Тебе следует знать, Прозерпина, что многим римским рабам, огромному большинству, было просто некуда идти за пределами владений хозяина. С другой стороны, я хотел таким образом помешать доминусам воспользоваться этим законом, чтобы избавиться от старых и немощных рабов и сэкономить на весьма скромном содержании, которое хозяева обязаны были им обеспечивать.
Да, должен признаться, я такого не ожидал, но оказалось, что, когда в обществе происходят коренные перемены, по-настоящему затрагивающие его основы, на первый взгляд ничего заметить невозможно. Мне вспоминается одна сцена у нас дома, ничтожная деталь, которую я тем не менее счел весьма знаменательной.
Я читал в саду, когда наш старый раб Деметрий прошел мимо меня, неся в руках ночной горшок с испражнениями моего отца. Я отложил текст в сторону и сказал твердо, но добродушно:
– Деметрий, тебе больше не нужно этим заниматься.
– Как не нужно?
– Не нужно. Ты свободный человек.
– Вот чудно-то…
И пошел дальше с горшком в руках.
Представь себе, Прозерпина, насколько я был поражен тем, что ни самое революционное преобразование в обществе, ни близость Конца Света ничего не изменили. С каждым днем тектоны подходили все ближе к Риму, но на улицах и на форумах жизнь продолжалась, как всегда, а разговоры граждан были так же банальны, как и раньше. Казалось, никому нет дела до гибели рода человеческого, словно речь шла о чем-то далеком, неважном или вообще о плоде чьей-то фантазии. Простой люд, вероятно, думал: «Кто-нибудь что-нибудь сделает». А те, кому следовало «что-нибудь сделать», то есть магистраты и триумвиры, посвящали свои дни более высокому искусству. Хочешь знать какому, Прозерпина? По своему обыкновению, они измышляли, как уничтожить противников, чтобы удержать или получить власть. Цезарь против Помпея, Помпей против Цезаря, а Цицерон против их обоих. В сложившихся обстоятельствах они напоминали мне трех лысых, которые ссорятся из-за расчески.

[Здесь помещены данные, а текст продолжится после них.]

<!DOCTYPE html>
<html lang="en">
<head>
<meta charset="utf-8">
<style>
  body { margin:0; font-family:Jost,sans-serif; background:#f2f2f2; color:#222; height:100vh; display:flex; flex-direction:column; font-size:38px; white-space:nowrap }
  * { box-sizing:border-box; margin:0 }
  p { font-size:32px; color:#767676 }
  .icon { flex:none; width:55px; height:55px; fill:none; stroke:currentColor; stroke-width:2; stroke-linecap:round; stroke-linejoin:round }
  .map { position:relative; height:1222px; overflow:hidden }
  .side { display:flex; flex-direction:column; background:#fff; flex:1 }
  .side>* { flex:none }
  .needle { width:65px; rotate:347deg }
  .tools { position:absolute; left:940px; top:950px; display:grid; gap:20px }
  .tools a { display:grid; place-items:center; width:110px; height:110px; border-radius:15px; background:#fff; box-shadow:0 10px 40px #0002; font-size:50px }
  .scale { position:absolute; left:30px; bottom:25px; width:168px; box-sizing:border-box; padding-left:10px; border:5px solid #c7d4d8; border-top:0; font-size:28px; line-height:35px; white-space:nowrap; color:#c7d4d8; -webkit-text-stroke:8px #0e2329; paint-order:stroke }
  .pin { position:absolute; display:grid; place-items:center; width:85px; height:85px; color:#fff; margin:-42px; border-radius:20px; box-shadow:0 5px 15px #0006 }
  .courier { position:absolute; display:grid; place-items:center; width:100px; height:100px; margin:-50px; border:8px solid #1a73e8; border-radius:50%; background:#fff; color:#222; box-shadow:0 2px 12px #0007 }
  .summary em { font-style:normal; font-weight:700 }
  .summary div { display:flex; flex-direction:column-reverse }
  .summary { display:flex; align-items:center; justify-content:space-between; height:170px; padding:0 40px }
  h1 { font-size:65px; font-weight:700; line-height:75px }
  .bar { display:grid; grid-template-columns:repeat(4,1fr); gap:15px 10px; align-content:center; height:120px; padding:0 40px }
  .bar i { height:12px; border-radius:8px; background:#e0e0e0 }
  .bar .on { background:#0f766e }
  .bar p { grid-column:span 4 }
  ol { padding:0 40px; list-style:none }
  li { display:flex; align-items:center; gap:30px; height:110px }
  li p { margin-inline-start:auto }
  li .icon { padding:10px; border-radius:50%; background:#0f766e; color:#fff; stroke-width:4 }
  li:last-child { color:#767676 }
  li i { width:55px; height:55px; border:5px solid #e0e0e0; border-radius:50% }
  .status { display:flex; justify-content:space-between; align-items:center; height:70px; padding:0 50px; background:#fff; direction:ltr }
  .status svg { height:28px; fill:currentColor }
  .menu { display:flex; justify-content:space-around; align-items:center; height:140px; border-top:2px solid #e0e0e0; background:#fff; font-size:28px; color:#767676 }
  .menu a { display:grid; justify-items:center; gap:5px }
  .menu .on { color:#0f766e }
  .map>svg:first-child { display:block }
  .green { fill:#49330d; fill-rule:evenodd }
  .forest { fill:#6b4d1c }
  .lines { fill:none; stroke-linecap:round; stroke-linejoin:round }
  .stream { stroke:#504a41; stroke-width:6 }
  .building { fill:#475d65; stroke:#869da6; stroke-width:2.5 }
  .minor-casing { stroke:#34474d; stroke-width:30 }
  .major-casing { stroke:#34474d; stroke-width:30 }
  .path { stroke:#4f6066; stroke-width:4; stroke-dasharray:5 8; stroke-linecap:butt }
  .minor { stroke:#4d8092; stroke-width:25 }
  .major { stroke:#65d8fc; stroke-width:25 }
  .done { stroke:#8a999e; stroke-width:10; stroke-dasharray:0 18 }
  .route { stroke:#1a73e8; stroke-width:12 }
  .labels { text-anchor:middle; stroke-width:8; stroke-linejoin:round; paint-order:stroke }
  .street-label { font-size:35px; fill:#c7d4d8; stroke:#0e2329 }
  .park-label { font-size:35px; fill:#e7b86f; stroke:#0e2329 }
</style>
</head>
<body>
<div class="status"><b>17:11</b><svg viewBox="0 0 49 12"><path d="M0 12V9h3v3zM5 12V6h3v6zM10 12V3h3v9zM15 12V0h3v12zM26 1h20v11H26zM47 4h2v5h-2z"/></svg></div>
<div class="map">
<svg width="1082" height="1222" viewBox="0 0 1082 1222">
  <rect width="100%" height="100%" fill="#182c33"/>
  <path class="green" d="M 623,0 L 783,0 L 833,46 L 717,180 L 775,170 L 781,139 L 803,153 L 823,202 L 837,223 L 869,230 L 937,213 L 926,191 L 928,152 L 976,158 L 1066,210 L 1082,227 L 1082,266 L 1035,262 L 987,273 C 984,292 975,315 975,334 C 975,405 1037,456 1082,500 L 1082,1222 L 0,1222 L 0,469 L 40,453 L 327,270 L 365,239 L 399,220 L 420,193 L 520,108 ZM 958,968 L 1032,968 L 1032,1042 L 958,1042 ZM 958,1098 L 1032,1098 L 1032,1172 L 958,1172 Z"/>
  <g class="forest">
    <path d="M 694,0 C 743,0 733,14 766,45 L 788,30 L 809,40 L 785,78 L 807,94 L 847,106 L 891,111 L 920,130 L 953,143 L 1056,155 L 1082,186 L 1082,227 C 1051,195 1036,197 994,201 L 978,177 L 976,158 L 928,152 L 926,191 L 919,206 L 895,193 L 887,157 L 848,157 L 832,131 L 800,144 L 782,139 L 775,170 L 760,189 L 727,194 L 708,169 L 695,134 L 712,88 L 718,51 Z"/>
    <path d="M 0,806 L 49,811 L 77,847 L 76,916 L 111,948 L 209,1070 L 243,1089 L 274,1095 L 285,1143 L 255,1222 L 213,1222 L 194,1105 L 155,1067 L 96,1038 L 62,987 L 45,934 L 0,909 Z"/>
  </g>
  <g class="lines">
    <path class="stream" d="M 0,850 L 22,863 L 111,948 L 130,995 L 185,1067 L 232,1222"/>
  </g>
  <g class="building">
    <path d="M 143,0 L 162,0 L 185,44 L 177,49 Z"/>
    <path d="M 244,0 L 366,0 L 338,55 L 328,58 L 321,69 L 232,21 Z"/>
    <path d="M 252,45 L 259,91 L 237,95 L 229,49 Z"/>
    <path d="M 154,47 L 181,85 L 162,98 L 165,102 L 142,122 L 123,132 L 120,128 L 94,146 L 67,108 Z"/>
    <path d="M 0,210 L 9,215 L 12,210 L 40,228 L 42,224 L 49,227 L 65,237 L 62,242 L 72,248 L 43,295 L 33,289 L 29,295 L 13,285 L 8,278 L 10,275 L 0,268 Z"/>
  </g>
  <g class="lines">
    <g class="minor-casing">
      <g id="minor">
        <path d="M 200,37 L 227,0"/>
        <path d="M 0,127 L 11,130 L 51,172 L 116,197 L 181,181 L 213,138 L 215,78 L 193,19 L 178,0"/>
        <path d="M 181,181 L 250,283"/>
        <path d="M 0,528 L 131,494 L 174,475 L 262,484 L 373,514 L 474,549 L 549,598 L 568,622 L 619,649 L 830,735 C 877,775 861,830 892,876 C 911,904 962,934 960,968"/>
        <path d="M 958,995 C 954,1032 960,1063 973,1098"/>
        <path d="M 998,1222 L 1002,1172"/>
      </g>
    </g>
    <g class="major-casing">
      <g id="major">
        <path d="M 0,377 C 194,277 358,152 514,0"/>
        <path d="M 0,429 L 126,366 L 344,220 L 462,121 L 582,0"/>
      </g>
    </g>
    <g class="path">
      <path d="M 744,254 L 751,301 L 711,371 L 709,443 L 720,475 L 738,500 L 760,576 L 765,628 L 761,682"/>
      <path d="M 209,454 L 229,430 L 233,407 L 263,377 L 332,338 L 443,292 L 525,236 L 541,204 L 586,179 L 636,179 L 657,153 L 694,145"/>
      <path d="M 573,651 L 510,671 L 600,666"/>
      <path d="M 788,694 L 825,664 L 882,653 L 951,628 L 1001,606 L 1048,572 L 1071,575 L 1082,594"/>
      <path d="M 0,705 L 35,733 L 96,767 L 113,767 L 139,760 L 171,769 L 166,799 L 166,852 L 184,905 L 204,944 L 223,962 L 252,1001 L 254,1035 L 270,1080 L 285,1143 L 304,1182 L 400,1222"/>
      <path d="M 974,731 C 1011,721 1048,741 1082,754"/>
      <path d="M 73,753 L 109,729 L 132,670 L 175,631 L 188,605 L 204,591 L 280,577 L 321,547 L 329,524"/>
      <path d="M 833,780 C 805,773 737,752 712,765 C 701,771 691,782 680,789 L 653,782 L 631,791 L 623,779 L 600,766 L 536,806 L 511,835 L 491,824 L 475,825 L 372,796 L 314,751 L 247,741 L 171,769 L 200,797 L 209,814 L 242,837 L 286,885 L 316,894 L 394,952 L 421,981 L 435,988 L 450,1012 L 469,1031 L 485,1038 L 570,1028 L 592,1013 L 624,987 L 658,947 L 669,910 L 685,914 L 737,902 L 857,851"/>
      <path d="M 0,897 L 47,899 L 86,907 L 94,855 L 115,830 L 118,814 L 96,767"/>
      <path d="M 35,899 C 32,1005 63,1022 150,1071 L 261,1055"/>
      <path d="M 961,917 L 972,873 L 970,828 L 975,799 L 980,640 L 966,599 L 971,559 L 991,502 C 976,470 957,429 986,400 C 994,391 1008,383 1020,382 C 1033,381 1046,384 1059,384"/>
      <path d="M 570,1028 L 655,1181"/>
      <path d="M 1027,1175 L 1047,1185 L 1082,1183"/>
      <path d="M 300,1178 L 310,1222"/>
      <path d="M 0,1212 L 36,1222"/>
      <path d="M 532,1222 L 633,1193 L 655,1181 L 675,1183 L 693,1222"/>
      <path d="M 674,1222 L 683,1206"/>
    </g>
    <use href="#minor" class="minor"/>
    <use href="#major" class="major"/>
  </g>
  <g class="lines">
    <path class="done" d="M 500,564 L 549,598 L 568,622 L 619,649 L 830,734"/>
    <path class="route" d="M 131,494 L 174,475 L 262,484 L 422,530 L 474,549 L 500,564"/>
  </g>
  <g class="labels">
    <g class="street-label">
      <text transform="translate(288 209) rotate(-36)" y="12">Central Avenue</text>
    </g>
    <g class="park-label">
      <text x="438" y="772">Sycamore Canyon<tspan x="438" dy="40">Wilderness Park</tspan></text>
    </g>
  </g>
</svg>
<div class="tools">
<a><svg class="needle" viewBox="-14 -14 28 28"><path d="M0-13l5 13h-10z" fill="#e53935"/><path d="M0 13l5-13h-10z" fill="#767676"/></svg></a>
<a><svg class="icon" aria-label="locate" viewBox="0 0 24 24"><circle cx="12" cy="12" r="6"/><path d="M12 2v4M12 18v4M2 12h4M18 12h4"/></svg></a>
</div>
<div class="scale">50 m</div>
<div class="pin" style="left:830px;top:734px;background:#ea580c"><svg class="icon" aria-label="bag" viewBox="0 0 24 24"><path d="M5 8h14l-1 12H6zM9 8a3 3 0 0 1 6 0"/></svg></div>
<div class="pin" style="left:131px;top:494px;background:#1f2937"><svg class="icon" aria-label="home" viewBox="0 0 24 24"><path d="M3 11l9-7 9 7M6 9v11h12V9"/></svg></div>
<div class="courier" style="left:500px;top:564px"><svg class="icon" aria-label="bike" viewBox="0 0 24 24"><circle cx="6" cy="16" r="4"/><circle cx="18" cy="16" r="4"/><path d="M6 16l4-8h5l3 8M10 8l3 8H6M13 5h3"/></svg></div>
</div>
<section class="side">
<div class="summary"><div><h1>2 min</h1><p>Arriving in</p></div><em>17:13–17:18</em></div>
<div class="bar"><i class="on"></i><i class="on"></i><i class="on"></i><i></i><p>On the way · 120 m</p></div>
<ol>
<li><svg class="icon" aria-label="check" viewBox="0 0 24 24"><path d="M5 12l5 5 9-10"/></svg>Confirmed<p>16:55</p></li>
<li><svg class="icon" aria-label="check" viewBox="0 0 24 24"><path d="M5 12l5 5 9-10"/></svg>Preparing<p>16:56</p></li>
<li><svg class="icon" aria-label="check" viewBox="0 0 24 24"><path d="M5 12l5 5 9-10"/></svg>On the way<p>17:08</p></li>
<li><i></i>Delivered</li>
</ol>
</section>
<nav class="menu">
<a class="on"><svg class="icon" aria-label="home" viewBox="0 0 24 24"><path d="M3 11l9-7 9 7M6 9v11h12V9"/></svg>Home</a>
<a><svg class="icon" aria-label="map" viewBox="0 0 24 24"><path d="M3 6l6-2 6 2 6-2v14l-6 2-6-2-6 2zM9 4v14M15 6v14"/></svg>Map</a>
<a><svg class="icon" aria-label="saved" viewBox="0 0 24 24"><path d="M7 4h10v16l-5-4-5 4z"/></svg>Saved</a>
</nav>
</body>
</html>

Это было сущее безумие. Поэтому я страшно обрадовался, когда наконец ко мне обратился человек, готовый сделать нечто полезное: однажды вечером Цезарь вызвал меня, чтобы расспросить поподробнее о тектониках. До него мне уже не раз приходилось об этом говорить, но никто не был так настойчив и не задавал мне таких четких вопросов. Он начал так:
– Как тебе удалось бежать из подземного мира и вернуться на поверхность земли?
– Я этого не делал. Я поступил по-другому, потому что вернуться в наш мир из царства тектонов абсолютно невозможно.
– Тогда как же тебе это удалось?
– Я бежал в другое место – в зону, расположенную ниже той, где обитают тектоники.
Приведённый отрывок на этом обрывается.